3. This is a practicum, not a mission. The problematic nature of “service learning,” particularly in the context of the developing world, is well-documented (the classic document “To Hell With Good Intentions” says enough). It is vital, then, that overseas programs such as ours ensure that participants properly understand their place as interloping visitors kindly welcomed as guests with a rich opportunity to learn (not generous saviors selflessly traveling in order to help others learn).
In order to send this message, we have found it helpful to emphasize with both our participating students and our partnering schools that we view this experience as being akin to the pre-student teaching practicum experiences our students are required to complete as part of their teacher education program. The parallels between the two experiences are many. In a practicum, the cooperating teacher is the expert while the student teacher is the novice seeking to learn via a combination of observation and small-scale practice.
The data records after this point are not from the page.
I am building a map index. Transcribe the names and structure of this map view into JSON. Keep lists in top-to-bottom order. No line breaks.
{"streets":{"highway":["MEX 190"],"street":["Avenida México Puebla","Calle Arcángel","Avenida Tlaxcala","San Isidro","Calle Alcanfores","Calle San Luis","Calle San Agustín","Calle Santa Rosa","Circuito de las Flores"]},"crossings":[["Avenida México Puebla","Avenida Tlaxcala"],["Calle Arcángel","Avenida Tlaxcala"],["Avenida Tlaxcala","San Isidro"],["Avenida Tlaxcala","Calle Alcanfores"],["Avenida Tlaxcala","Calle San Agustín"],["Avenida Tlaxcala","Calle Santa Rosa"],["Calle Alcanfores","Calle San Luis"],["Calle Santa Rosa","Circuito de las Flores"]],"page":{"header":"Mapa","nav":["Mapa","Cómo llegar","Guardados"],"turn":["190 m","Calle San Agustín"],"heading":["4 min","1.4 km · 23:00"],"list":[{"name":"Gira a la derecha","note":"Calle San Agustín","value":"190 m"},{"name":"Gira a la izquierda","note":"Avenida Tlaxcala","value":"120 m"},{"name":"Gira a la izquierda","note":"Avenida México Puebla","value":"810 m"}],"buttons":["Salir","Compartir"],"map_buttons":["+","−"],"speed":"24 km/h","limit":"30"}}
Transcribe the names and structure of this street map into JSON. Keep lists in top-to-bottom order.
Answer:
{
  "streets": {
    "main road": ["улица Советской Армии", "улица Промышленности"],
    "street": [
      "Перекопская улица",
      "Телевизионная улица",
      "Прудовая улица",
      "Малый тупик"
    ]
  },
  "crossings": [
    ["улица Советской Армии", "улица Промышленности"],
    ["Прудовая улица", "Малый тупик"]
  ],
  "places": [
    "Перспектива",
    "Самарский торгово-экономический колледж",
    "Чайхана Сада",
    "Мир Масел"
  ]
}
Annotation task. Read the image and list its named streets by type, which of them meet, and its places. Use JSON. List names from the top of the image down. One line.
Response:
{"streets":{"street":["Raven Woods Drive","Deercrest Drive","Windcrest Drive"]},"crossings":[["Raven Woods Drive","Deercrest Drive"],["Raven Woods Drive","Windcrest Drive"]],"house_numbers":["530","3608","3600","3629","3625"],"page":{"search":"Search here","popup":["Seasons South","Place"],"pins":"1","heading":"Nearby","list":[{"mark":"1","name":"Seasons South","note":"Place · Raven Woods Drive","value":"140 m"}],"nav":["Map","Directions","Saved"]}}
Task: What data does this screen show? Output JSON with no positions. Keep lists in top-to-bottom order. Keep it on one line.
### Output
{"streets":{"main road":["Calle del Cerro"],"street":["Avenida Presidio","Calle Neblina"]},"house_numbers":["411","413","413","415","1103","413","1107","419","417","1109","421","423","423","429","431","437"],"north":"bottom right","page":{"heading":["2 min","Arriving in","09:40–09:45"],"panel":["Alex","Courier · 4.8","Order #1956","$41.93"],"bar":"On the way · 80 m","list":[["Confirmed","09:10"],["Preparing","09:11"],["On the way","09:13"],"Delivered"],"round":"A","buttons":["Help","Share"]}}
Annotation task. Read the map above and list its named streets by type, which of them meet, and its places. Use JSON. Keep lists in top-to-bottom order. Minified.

This is certainly true in Jamaica as our participants learn by observing and working with experienced teachers there, even as they have some opportunities to practice teaching with Jamaican students. In the practicum, it is understood that the presence of a practicum student represents a short-term drain on time and educational quality (that is, practicum students take time from cooperating teachers, serve as mild disruptions to the usual routine, and it is well known that the K-12 students will receive better instruction from the veteran teachers rather than the student teacher), but schools take on practicum students because doing so serves another important mission (it nurtures the teaching profession). Again, the same is true in Jamaica: our pre-service teachers detract something from the schools’ time and educational quality, but our Jamaican partners also recognize that the partnership can serve another important mission (fostering international understanding and providing their students with in inter-cultural encounter). Finally, the practicum provides real-world learning and legitimate teaching experience for our candidates. The same is true of the Jamaican experience.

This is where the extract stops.